Kakao Brain says new AI systems don't need any human help

Tech

Published: 20 Dec. 2021, 18:51

Kakao Brain says new AI systems don't need any human help

Kakao Brain CEO Kim Il-doo [KAKAO BRAIN]

Kakao's artificial intelligence (AI) research subsidiary Kakao Brain says its new large-scale AI models can understand the context and meaning of sentences without the need for human assistance, an advancement from prior AI models that could not infer the meaning of a text on its own, according to the company's CEO Kim Il-doo.

Being large — or hyperscale in the jargon of the industry — means that the AI system uses a huge amount of data of various types including images, text, speech and numerical data to provide more accurate results at a faster pace.

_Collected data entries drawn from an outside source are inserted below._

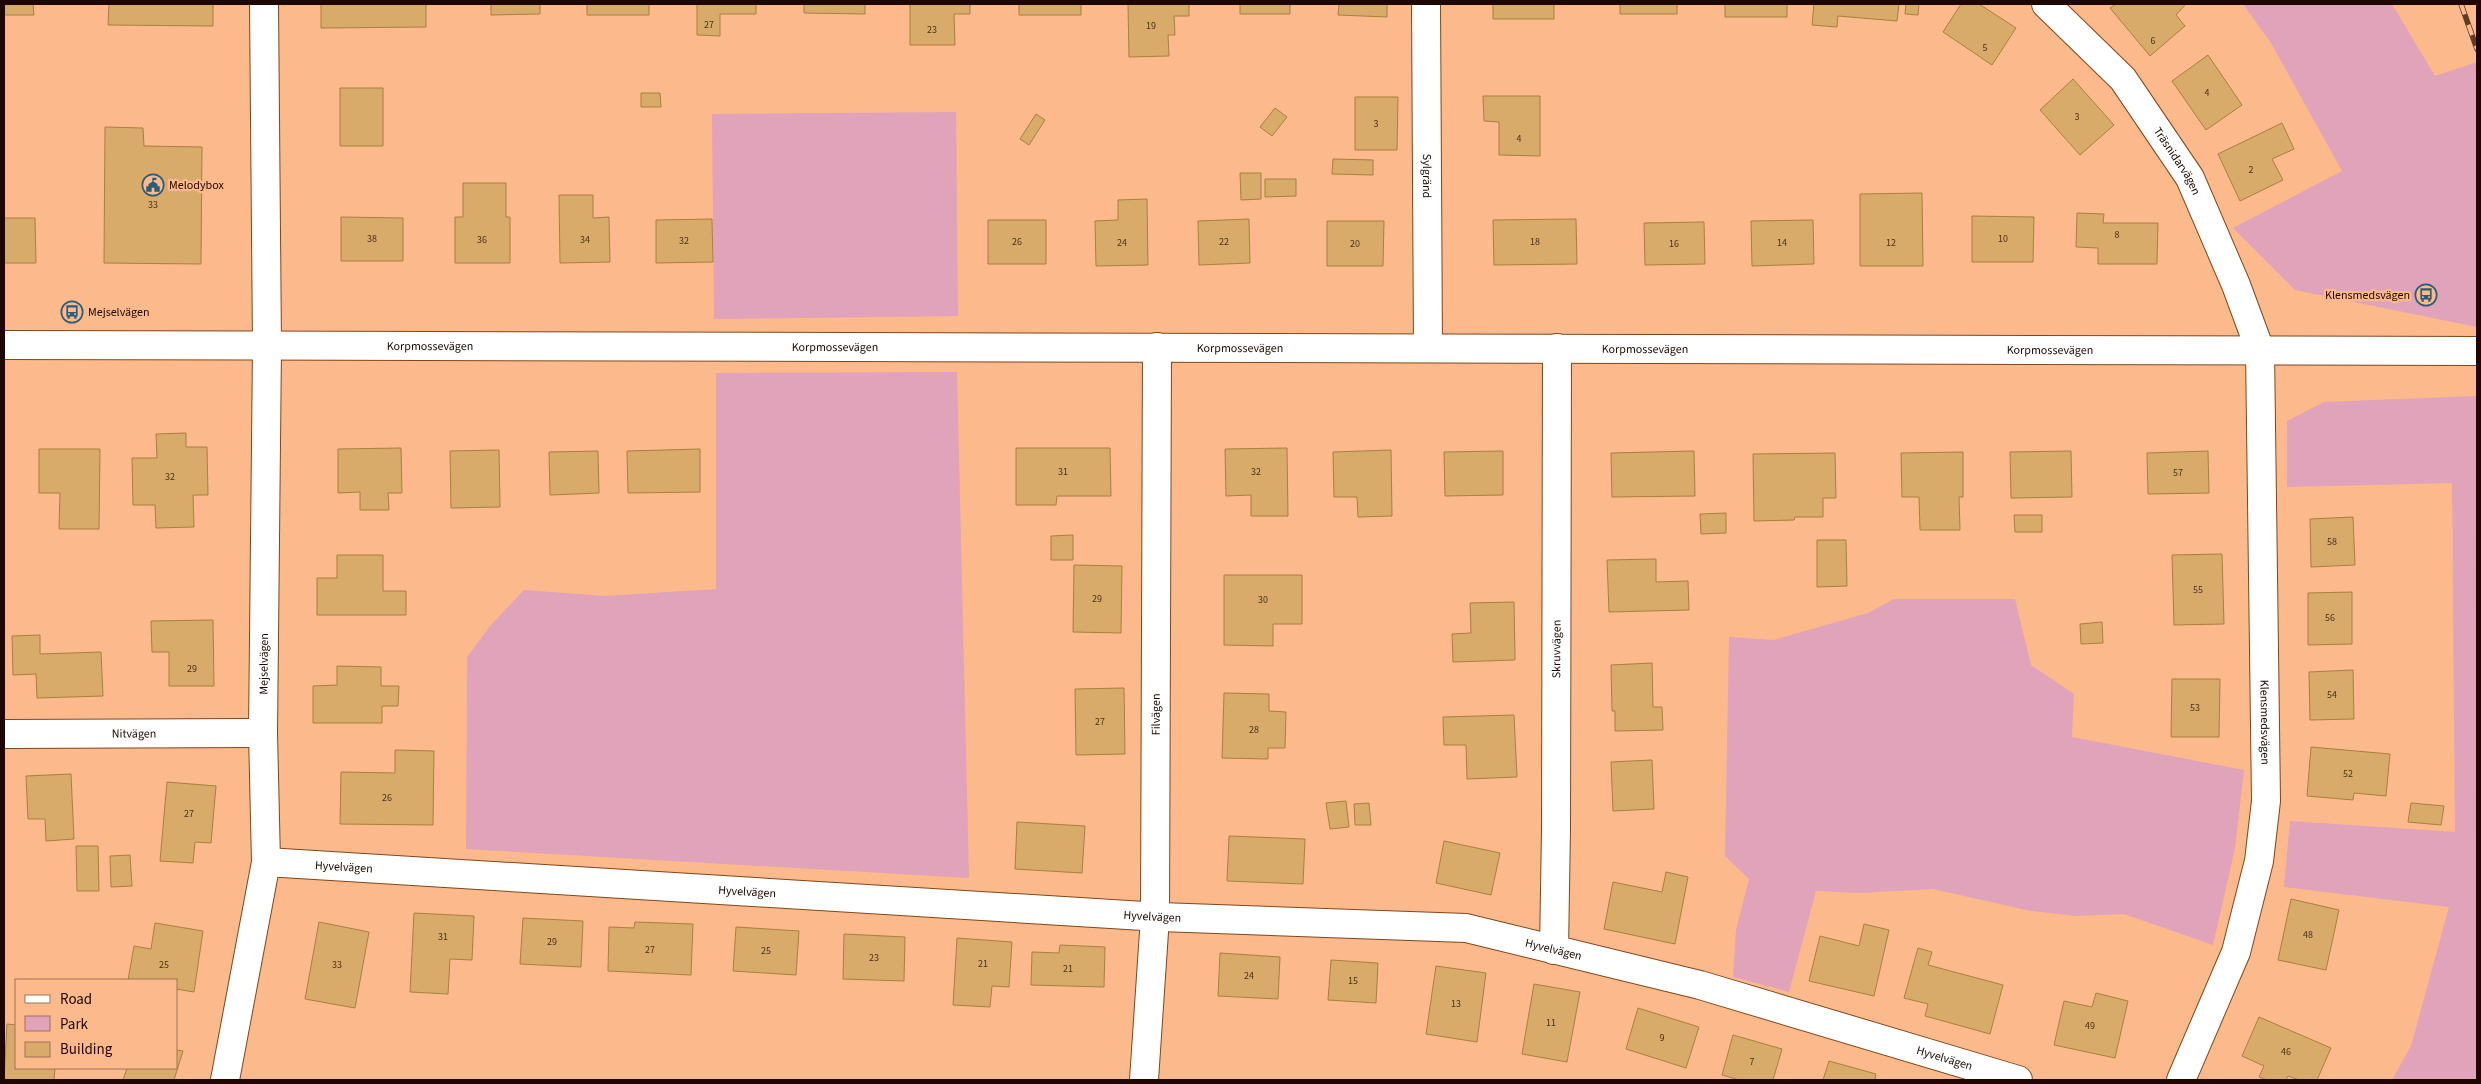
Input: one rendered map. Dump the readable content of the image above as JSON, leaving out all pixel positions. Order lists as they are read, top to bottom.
{
  "streets": {
    "street": [
      "Träsnidarvägen",
      "Sylgränd",
      "Korpmossevägen",
      "Skruvvägen",
      "Mejselvägen",
      "Filvägen",
      "Klensmedsvägen",
      "Nitvägen",
      "Hyvelvägen"
    ]
  },
  "crossings": [
    ["Träsnidarvägen", "Korpmossevägen"],
    ["Träsnidarvägen", "Klensmedsvägen"],
    ["Sylgränd", "Korpmossevägen"],
    ["Korpmossevägen", "Skruvvägen"],
    ["Korpmossevägen", "Mejselvägen"],
    ["Korpmossevägen", "Filvägen"],
    ["Korpmossevägen", "Klensmedsvägen"],
    ["Skruvvägen", "Hyvelvägen"],
    ["Mejselvägen", "Nitvägen"],
    ["Mejselvägen", "Hyvelvägen"],
    ["Filvägen", "Hyvelvägen"]
  ],
  "places": {
    "public building": ["Melodybox"],
    "bus stop": ["Klensmedsvägen", "Mejselvägen"]
  },
  "house_numbers": [
    "27",
    "19",
    "23",
    "6",
    "5",
    "4",
    "3",
    "3",
    "4",
    "2",
    "33",
    "8",
    "38",
    "10",
    "36",
    "34",
    "32",
    "26",
    "22",
    "18",
    "24",
    "14",
    "12",
    "20",
    "16",
    "31",
    "32",
    "57",
    "32",
    "58",
    "55",
    "29",
    "30",
    "56",
    "29",
    "54",
    "53",
    "27",
    "28",
    "52",
    "26",
    "27",
    "48",
    "31",
    "29",
    "27",
    "25",
    "23",
    "21",
    "25",
    "33",
    "21",
    "24",
    "15",
    "13",
    "11",
    "49",
    "9",
    "46",
    "7"
  ],
  "legend": ["Road", "Park", "Building"]
}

Using that data, Kakao's AIs have been trained to understand what sentences mean and create new sentences or pictures from what they have understood.

Last week, Kakao Brain revealed two large-scale AI systems dubbed KoGPT and minDALL-E on software sharing platform GitHub.

The former is a language analyzer that can shorten or derive new conclusions from given sentences by understanding what they mean. The latter is a text-to-image generator that can create new drawings based on the subject and style that a user demands.

For instance, minDALL-E is given the command ″Please draw a 'clock melting on a tree' in the style of Salvador Dali" and it can generate a new painting in that specific style. Prior models would instead search for an image from the database that fits the command the best.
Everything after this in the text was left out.